Tuesday, April 5, 2011
Rutgers Univ. to Host 'Female Catholic Bishop'
(PhillyBurbs.com) CAMDEN - Rutgers University in Camden will host a woman theologian next week whom the university describes as a "female Catholic bishop."
"Roman Catholic Bishop Patricia Fresen, one of only three ordained female [non-]bishops in the world," will lecture at the university at 12:20 p.m. April 15, according to a Rutgers news release.
Fresen was excommunicated from the Roman Catholic Church in 2008, according to www.CatholicCulture.org.
"Patricia Fresen is not a Roman Catholic bishop. That would be the position of the Diocese of Camden," said Peter Feuerherd, diocesan spokesman, on Monday when contacted about Rutgers' symposium.
The lecture is being sponsored by Rutgers-Camden's department of philosophy and religion and the gender and women's studies program.
The university holds monthly symposiums at which sometimes controversial topics are discussed, said John Wall, an associate professor of religion.
A colleague of his had heard that Fresen would be in the Philadelphia area for another talk, "so we invited her," he said. "Fortunately, she agreed to come."
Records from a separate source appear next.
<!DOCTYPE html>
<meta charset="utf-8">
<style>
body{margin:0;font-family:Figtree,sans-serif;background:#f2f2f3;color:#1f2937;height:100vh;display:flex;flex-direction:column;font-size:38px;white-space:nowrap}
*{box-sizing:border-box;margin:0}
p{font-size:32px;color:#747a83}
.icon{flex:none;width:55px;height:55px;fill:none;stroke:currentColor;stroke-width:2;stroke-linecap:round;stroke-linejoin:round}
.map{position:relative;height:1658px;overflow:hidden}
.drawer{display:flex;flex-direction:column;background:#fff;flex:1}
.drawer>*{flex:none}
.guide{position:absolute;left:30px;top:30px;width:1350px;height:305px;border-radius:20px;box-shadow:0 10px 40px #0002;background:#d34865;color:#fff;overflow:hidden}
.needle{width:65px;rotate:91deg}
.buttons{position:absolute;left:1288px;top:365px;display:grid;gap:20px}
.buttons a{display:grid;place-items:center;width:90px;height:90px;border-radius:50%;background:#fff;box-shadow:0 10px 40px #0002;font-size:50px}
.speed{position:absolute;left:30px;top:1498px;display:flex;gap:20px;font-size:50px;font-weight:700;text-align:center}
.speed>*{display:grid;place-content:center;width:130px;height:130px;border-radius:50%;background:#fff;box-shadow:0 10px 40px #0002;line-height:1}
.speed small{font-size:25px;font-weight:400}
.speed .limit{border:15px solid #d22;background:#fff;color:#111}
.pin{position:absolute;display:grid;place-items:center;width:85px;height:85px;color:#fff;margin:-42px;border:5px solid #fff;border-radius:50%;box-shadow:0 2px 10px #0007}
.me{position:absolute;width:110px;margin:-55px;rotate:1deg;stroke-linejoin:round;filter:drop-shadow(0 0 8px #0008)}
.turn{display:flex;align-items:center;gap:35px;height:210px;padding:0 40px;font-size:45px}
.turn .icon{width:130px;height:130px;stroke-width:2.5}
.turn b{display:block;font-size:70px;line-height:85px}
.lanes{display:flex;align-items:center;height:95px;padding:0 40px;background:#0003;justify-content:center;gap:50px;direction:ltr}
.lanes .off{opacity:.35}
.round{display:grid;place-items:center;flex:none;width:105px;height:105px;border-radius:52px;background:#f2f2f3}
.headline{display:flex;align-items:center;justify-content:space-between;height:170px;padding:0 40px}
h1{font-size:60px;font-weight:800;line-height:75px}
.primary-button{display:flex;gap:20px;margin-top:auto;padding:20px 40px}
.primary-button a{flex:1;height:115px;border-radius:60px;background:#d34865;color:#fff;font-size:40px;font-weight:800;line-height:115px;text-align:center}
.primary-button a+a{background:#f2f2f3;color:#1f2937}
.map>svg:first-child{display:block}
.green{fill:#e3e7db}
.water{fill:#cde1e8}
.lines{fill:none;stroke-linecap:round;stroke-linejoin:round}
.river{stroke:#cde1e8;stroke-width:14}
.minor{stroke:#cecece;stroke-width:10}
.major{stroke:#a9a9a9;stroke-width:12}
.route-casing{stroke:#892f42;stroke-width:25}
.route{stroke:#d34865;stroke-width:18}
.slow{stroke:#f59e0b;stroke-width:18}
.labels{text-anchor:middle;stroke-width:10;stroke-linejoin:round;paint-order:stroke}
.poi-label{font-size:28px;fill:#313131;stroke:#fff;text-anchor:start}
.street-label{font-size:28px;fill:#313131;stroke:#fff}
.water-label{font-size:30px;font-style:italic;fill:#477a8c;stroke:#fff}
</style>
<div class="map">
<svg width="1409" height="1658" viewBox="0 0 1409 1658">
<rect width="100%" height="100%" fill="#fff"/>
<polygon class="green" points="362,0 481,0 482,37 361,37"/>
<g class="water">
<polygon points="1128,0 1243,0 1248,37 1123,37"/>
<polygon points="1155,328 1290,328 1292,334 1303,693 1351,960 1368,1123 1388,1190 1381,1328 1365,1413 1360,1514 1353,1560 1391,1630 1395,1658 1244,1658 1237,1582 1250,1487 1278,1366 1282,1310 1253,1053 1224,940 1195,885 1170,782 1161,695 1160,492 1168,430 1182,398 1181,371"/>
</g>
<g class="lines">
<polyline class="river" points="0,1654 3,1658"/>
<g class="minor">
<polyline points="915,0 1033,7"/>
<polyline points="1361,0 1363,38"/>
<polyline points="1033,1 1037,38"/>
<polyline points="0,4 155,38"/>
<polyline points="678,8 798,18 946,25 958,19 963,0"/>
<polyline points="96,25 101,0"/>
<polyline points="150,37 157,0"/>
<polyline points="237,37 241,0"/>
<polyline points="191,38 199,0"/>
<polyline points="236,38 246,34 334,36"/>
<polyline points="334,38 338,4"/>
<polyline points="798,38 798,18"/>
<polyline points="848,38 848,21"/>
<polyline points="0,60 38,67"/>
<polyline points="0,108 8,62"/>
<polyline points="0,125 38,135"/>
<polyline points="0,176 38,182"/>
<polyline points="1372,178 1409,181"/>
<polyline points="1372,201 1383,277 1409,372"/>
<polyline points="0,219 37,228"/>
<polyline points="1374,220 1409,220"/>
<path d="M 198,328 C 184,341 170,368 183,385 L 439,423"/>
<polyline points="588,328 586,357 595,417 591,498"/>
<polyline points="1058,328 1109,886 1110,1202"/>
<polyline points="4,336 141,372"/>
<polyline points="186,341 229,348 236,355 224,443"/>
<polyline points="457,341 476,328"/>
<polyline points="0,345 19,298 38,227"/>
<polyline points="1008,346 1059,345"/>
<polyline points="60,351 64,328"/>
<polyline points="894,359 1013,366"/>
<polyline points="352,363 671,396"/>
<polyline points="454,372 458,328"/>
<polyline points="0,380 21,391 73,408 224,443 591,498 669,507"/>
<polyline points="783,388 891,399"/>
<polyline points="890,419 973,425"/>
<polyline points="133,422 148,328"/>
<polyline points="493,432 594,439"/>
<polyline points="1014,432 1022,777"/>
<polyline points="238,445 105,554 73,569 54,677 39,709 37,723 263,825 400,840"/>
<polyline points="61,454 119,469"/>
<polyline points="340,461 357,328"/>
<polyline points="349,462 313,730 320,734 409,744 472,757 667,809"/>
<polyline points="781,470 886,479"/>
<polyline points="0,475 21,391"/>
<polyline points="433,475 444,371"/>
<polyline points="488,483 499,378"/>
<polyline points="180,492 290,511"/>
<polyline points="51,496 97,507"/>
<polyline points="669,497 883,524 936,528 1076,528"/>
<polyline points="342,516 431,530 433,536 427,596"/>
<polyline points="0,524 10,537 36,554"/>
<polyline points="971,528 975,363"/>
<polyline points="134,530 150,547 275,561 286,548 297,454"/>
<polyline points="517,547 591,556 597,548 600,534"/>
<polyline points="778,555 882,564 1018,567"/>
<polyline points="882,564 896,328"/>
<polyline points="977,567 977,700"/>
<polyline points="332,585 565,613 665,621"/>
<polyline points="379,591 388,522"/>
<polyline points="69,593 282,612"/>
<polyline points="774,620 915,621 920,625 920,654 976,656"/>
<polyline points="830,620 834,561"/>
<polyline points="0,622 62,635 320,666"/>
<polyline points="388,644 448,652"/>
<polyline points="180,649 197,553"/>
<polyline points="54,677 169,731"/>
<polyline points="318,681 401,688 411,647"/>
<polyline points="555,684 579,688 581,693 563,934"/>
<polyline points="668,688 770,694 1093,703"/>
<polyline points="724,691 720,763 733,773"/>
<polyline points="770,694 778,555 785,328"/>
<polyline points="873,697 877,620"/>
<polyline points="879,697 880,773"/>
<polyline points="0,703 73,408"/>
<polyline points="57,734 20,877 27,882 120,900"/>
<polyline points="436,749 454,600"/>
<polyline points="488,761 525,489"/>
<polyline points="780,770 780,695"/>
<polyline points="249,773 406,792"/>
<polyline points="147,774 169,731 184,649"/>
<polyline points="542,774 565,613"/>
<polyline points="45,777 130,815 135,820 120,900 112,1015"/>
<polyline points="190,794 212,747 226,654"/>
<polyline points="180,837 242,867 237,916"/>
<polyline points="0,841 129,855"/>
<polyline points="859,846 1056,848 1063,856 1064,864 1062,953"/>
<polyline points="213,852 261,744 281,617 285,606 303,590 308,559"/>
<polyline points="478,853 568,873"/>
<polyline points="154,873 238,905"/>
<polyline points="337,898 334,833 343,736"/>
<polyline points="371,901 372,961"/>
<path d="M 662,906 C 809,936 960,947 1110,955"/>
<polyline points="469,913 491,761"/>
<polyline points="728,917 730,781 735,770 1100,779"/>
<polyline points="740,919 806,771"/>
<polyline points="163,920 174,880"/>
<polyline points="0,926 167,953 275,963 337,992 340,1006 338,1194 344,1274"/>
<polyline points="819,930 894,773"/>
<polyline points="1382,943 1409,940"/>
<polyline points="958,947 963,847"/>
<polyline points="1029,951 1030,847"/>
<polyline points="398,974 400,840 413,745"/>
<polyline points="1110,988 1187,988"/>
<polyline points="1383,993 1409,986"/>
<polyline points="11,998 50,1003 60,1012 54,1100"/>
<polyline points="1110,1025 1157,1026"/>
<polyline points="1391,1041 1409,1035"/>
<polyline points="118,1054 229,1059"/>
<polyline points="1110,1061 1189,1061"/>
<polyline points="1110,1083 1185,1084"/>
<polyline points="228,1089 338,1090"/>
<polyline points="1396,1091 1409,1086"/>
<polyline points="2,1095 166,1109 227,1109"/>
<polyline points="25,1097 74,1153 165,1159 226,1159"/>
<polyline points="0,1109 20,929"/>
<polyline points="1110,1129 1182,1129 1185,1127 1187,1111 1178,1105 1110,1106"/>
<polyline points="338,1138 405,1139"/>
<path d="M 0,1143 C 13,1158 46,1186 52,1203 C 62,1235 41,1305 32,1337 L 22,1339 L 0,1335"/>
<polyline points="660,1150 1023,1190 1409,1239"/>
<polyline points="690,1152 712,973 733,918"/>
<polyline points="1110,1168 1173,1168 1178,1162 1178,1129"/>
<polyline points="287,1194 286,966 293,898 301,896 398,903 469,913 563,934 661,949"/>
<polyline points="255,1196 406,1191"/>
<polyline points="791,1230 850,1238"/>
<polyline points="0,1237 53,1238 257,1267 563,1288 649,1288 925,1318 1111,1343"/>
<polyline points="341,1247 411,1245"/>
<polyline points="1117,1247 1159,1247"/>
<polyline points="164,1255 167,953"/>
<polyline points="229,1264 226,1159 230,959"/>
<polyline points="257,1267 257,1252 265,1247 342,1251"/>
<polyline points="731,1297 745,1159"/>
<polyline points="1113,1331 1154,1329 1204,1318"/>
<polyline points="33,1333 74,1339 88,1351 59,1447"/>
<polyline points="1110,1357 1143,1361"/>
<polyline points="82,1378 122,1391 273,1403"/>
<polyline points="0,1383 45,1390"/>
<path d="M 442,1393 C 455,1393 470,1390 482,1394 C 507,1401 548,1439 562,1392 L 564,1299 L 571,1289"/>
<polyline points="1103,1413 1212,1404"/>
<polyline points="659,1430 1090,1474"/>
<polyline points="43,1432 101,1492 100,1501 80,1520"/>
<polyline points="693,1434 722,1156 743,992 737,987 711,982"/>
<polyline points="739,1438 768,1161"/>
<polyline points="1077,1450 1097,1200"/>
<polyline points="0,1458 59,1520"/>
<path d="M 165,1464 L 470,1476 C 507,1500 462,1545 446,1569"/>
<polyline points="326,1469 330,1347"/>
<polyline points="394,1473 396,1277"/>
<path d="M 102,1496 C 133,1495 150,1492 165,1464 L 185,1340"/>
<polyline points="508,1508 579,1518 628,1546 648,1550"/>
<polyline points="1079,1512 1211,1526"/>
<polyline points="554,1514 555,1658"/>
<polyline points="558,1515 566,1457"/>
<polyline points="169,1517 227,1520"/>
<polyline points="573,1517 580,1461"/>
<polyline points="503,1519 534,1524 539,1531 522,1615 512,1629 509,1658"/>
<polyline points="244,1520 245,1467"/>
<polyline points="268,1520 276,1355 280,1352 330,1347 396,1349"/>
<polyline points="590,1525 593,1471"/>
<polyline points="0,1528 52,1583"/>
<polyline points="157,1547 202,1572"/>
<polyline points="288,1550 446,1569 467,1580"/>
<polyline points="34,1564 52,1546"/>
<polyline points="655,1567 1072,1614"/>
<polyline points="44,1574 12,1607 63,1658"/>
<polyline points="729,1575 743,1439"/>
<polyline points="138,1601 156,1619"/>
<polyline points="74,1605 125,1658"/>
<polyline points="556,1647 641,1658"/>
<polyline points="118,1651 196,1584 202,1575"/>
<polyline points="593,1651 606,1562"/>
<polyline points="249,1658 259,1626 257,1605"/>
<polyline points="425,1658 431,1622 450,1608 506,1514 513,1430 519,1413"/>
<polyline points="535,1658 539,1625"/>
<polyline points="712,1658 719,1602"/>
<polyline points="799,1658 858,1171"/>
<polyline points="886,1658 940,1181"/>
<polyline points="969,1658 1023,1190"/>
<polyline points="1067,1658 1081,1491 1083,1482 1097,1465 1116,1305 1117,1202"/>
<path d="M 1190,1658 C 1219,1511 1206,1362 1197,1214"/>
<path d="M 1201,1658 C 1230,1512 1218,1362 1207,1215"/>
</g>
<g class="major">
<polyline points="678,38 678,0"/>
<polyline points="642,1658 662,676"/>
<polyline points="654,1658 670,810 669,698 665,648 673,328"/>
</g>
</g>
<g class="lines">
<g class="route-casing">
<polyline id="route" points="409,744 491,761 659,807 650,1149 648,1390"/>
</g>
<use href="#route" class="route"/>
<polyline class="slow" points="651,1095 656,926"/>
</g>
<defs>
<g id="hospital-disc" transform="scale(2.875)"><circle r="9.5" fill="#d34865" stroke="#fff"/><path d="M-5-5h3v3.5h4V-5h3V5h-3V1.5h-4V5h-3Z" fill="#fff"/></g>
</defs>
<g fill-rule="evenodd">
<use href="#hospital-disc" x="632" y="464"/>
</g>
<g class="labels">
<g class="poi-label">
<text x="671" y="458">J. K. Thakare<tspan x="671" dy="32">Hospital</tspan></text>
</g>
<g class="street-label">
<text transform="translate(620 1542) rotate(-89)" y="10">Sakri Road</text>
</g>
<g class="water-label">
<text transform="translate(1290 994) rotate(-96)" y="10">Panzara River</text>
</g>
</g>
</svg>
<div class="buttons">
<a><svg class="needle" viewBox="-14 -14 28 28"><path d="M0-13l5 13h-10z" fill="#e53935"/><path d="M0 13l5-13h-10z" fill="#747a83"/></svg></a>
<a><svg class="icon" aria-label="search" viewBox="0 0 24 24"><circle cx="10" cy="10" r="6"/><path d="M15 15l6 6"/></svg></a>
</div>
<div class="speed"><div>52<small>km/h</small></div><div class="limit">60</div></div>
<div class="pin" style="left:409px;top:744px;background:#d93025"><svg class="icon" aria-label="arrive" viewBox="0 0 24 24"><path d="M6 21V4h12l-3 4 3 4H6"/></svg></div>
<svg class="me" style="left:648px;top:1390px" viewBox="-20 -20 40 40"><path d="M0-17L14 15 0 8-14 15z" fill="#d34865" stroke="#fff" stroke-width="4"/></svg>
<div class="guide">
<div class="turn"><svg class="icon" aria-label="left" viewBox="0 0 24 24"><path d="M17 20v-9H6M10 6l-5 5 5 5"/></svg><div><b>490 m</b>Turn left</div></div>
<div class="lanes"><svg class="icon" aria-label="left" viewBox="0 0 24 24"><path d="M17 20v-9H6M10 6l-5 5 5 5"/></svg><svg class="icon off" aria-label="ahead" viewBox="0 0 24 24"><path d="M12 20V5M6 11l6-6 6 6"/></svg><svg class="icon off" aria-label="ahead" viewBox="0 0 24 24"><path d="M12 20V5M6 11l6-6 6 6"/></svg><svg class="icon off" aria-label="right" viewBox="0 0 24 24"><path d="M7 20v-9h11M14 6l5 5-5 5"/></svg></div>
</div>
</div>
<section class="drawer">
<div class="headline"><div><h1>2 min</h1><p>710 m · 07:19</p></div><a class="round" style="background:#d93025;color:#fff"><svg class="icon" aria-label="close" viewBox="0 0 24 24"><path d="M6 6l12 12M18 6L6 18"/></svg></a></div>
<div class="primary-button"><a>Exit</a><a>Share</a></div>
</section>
Wall said he had not heard that Fresen was excommunicated, but knew that she had to give up a teaching position after her ordination.
"She belongs to an organization called Roman Catholic Womenpriests," he said.
Fresen, who is from South Africa, will discuss "why she believes women should help lead the Catholic Church now more than ever."
"She has an organization for women to be priests in the Catholic church. That's why we wanted her to come," Wall said.
The free lecture will be held in the faculty lounge at Armitage Hall on Fifth Street, between Cooper Street and the Benjamin Franklin Bridge.
A Dominican sister for 45 years, Fresen was [not] ordained a bishop in 2005, the university said in its release.
Also, she studied in Rome at the University of St. Thomas and at the Gregoriana, where she earned a licentiate in theology.
Fresen could not be reached to comment on the ordination ceremony or about who performed the rite.
"The ceremony she talks about was secretive," Feuerherd said. "That is a problem. From my understanding, she doesn't identify who that person is."
According to the excommunication decree issued by St. Louis Archbishop Raymond L. Burke in March 2008, as posted on the Catholic Culture website, Fresen was excommunicated for "the crime of schism" for "having pertinaciously rejected a definitive truth of the faith," and for "the crime of simulation of the administration of the sacrament of holy orders."